On Wednesday, the Dow fell 476 points, or 1.3%, while the S&P 500 and Nasdaq each declined 1.5%. It was the largest one-day decline in the S&P 500 since Sept. 26, while the Dow and Nasdaq snapped nine-day winning streaks, according to Dow Jones Market Data.

See: Was stock market’s midweek dip a ‘one-day wonder’ or start of ‘decent pullback’?

What drove markets

A round of economic data Thursday may have helped U.S. stocks find their footing after the sharp pullback seen late in the previous session.

The Labor Department said first-time jobless claims rose by 2,000 to 205,000 in the week ending Dec. 16. Economists had forecast new claims in the week ending Dec. 16 to total 215,000.

U.S. third-quarter gross domestic product was cut to show annualized growth of 4.9% against an initial estimate of 5.2%, while the Philadelphia Fed’s activity index fell further into negative territory.

These economic data weren’t “earth-shattering numbers,” but they still proved that a cooling economy will keep the Fed on track to cut rates in the “not-too-distant future,” said Chris Larkin, managing director for trading and investing at E-Trade from Morgan Stanley, in emailed comments on Thursday.

Read: Four out of five industry sectors are overbought, say Citi strategists, as Morgan Stanley index turns negative

Exhilarated by expectations for Federal Reserve rate cuts by the first half of 2024, Wall Street sent stocks soaring hard and fast in the past week, with the S&P 500 less than 1% shy of its record set nearly two years ago.

However, stocks took a turn for the worse on Wednesday, snapping a nine-day win streak for the Dow and Nasdaq.
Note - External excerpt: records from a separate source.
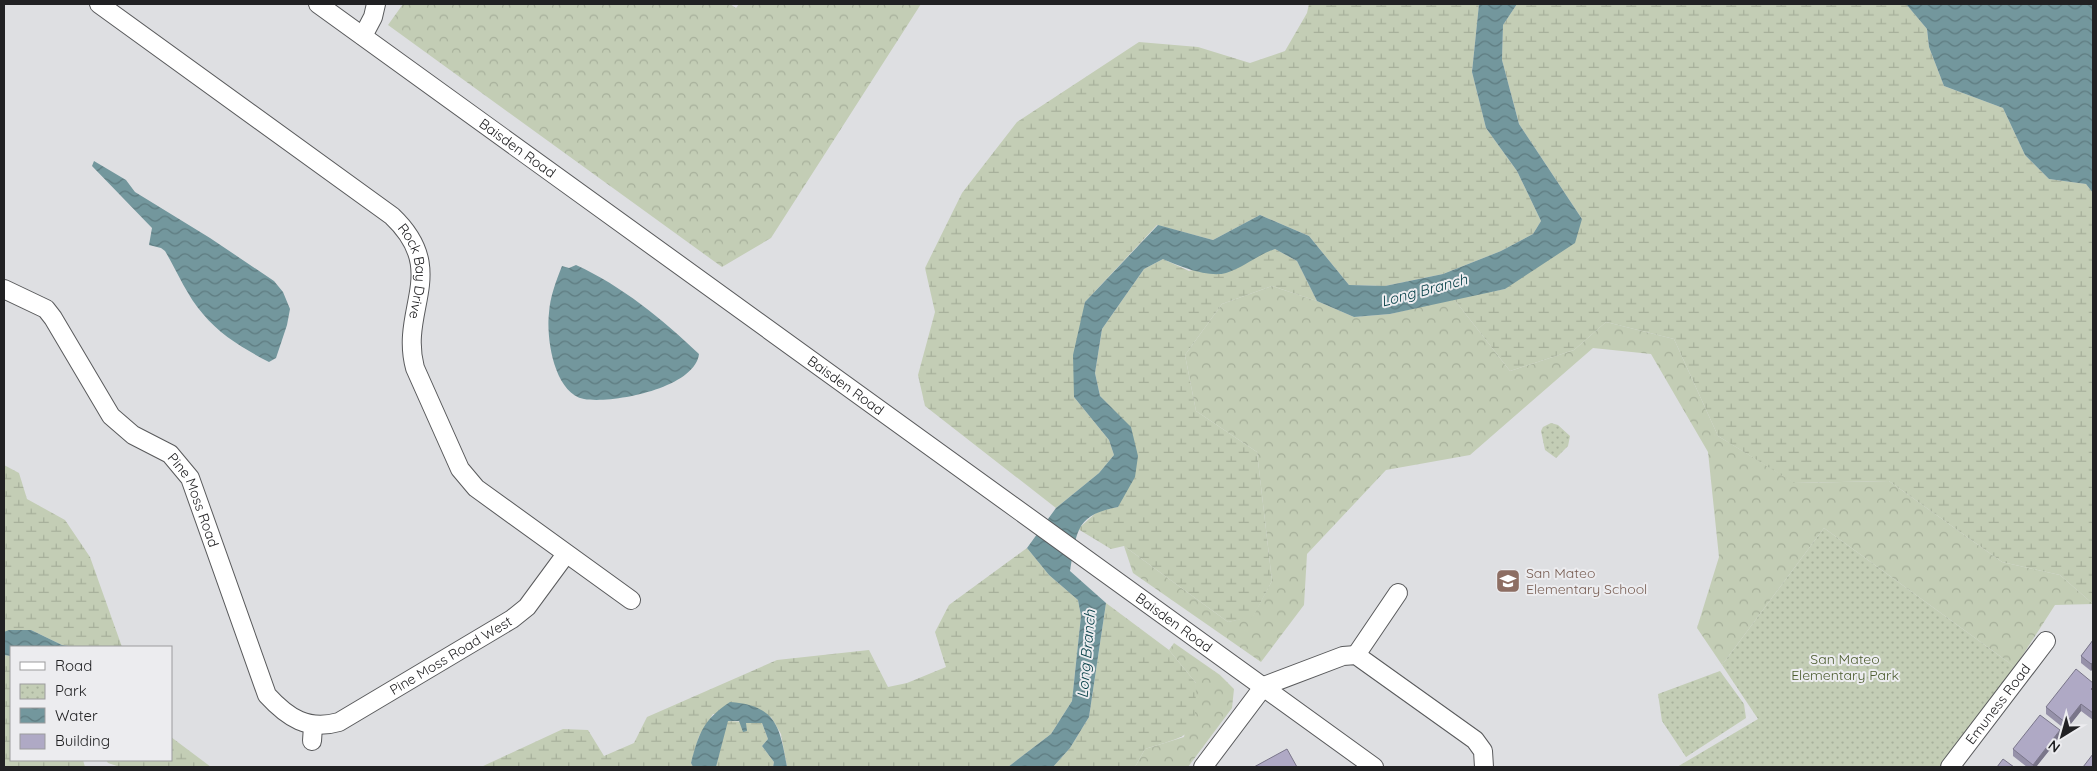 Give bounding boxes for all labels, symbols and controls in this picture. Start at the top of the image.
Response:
street label: Baisden Road [476,114,559,182]
street label: Rock Bay Drive [394,220,430,321]
water label: Long Branch [1379,269,1470,311]
street label: Baisden Road [804,352,888,419]
street label: Pine Moss Road [164,449,223,550]
place label: San Mateo Elementary School [1526,564,1647,598]
school or university icon: San Mateo Elementary School [1495,568,1521,594]
street label: Baisden Road [1132,589,1216,656]
water label: Long Branch [1073,609,1099,699]
street label: Pine Moss Road West [386,612,515,699]
legend [10,646,172,761]
park label: San Mateo Elementary Park [1791,650,1899,684]
text: Road [55,656,92,675]
street label: Emuness Road [1961,660,2034,748]
text: Park [55,681,87,700]
text: Water [55,706,98,725]
north arrow [2037,711,2087,761]
text: Building [55,731,110,750]
text: N [2045,736,2064,757]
While there wasn’t any clear fundamental trigger for the selloff, trading in derivatives known as zero-day-to-expiry options (0DTE) may have played a role, according to several market watchers. Overbought technical conditions and thin volume also were cited as likely factors.
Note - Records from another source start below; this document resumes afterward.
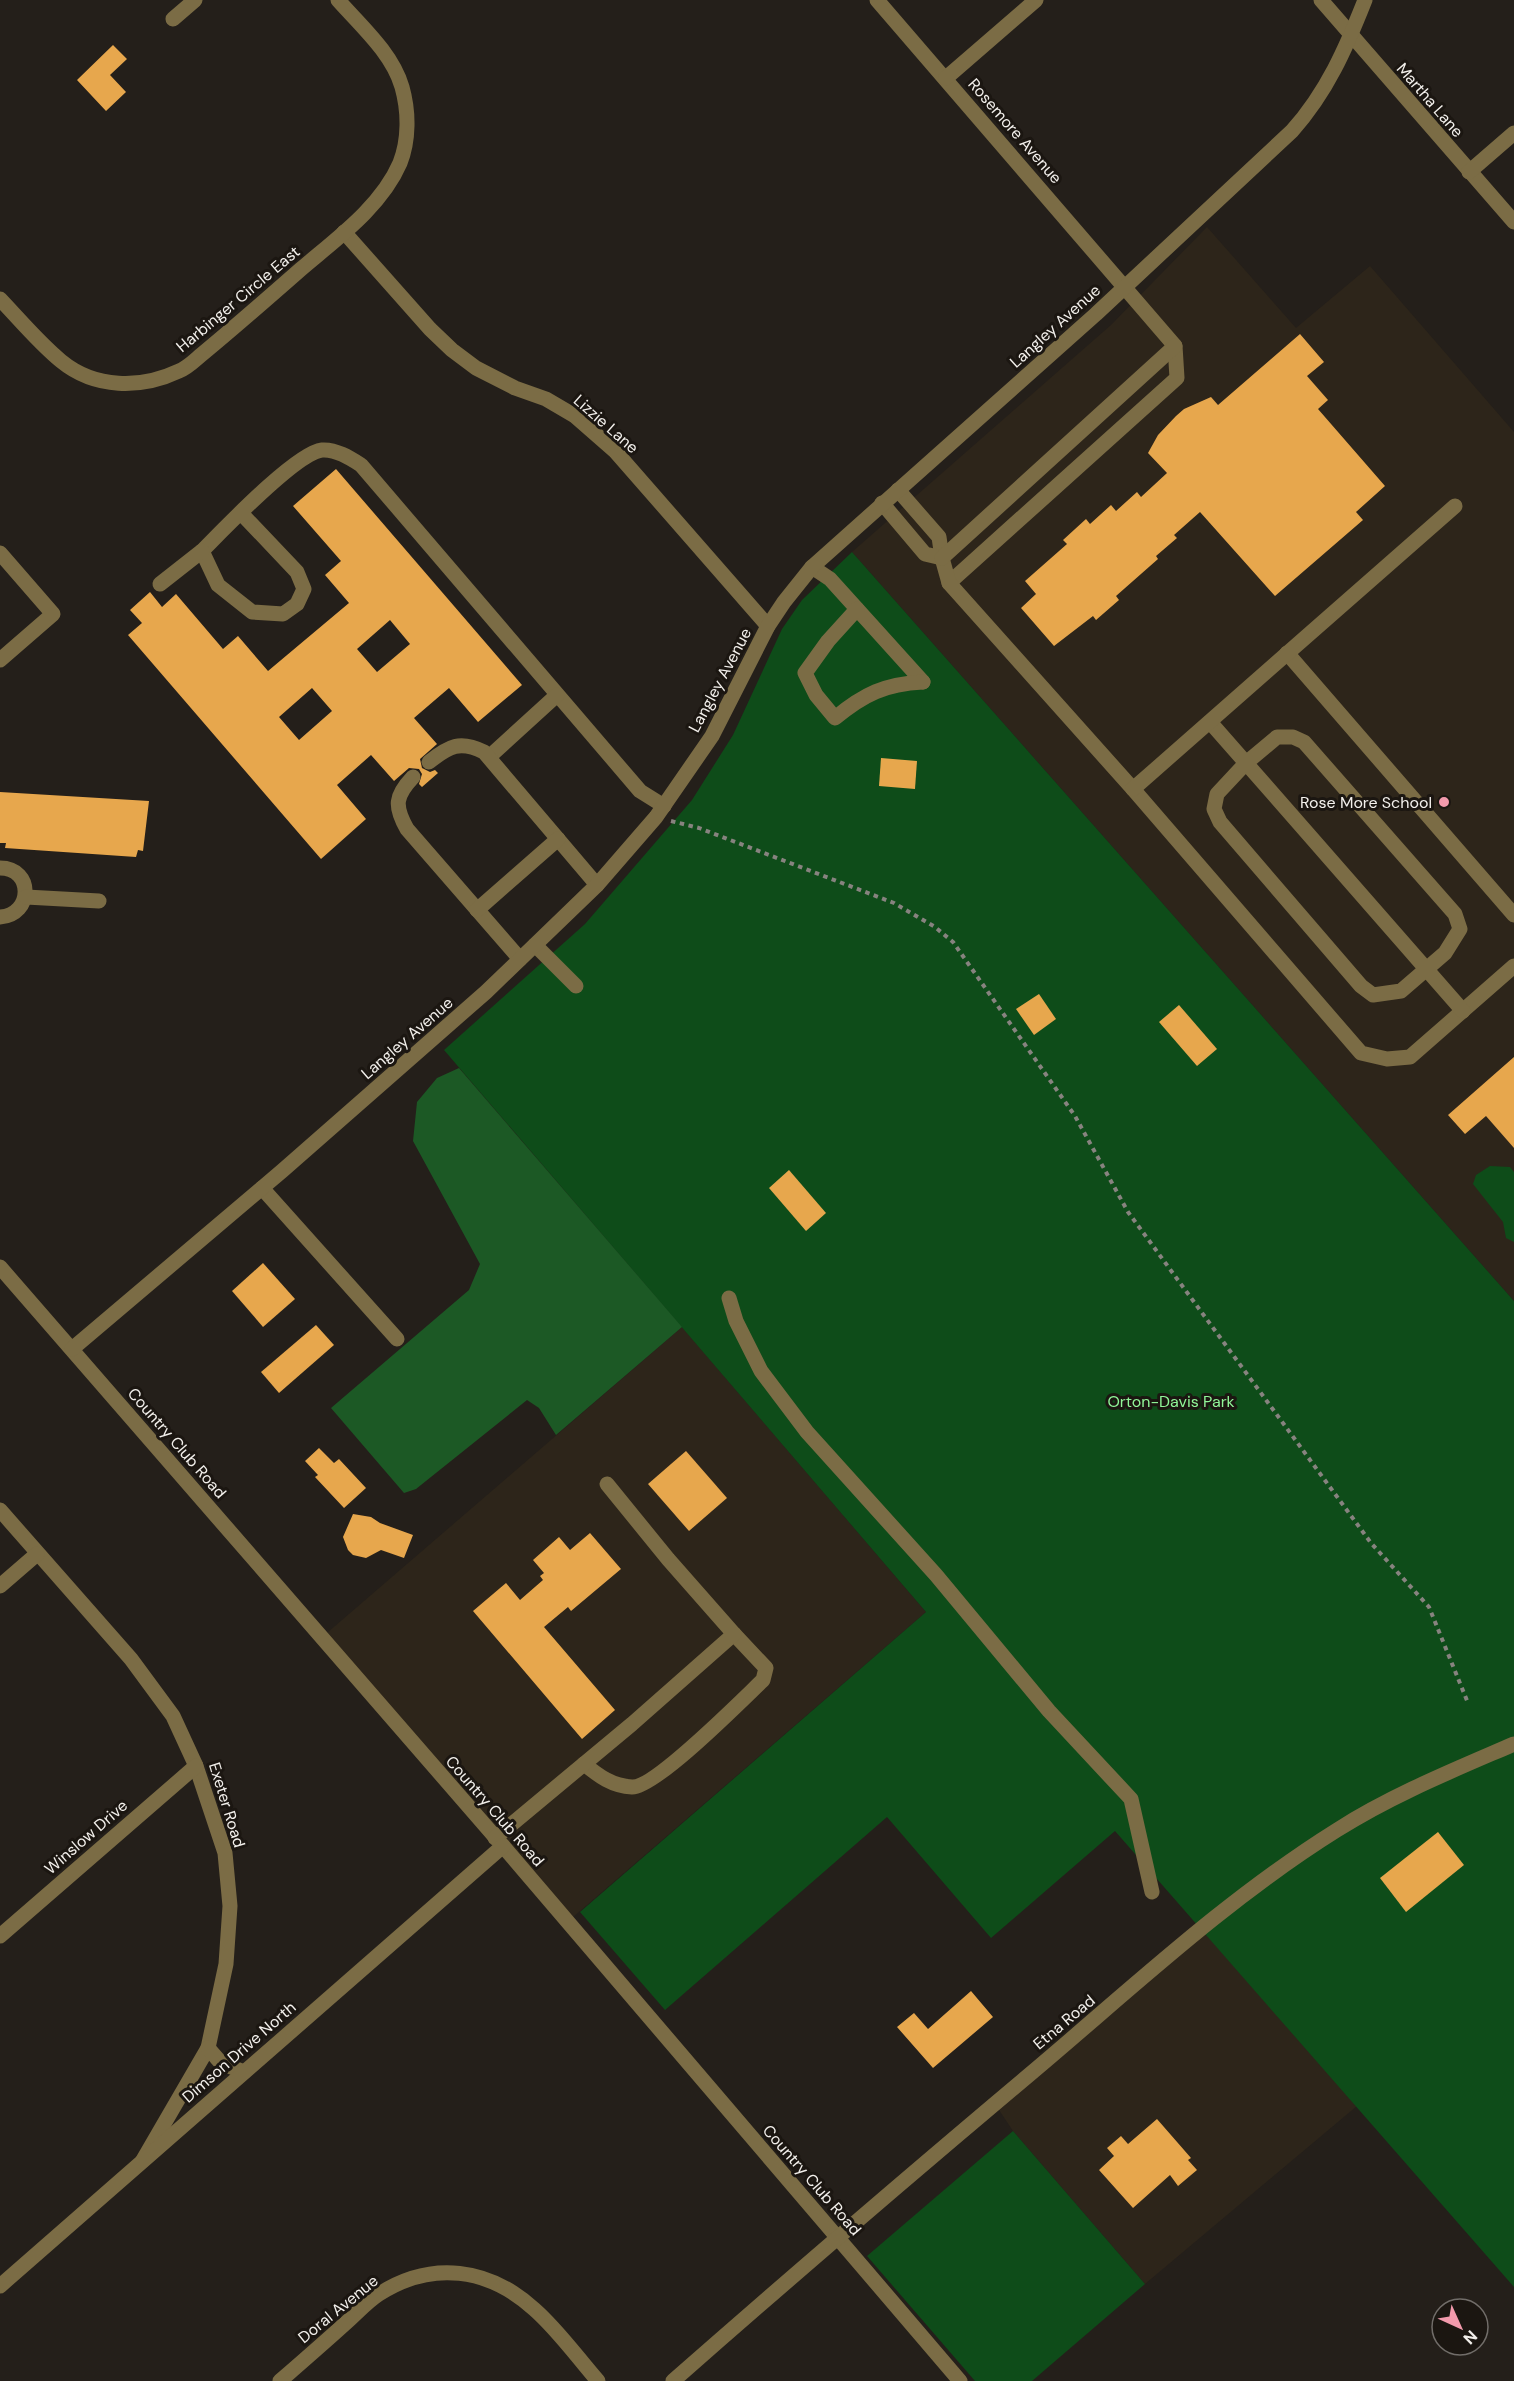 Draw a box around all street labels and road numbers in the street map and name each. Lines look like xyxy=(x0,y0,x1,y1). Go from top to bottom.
street label: Martha Lane xyxy=(1392,58,1468,142)
street label: Rosemore Avenue xyxy=(964,74,1066,188)
street label: Harbinger Circle East xyxy=(172,241,304,357)
street label: Langley Avenue xyxy=(1005,280,1105,372)
street label: Lizzie Lane xyxy=(569,390,643,458)
street label: Langley Avenue xyxy=(684,624,756,736)
street label: Langley Avenue xyxy=(357,992,457,1084)
street label: Country Club Road xyxy=(123,1383,231,1503)
street label: Country Club Road xyxy=(441,1751,549,1871)
street label: Exeter Road xyxy=(204,1760,250,1850)
street label: Winslow Drive xyxy=(40,1795,132,1879)
street label: Etna Road xyxy=(1029,1990,1099,2054)
street label: Dimson Drive North xyxy=(178,1997,300,2107)
street label: Country Club Road xyxy=(758,2120,866,2240)
street label: Doral Avenue xyxy=(294,2270,382,2348)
Still, the selloff implies the year-end rally isn’t on solid footing, since fundamentals don’t justify the current level of stock market, said Don Calcagni, chief investment officer at Mercer Advisors.

With the S&P 500’s forward 12-month price-to-earnings ratio at 19.3 as of Thursday, investors are “overly rosy” in their expectations for 2024, and may not be able to rationalize these levels if the Fed doesn’t cut interest rates by much as many expect, Calcagni told MarketWatch on Thursday.

See: Why stock-market bulls say ’embrace weakness’ after biggest stumble in 3 months

In other economic data, the leading economic index fell 0.5% in November, falling for the 20th month in a row, and continued to signal a recession ahead.

Friday morning brings the release of the November personal consumption expenditure index, which includes the Fed’s favored inflation gauge.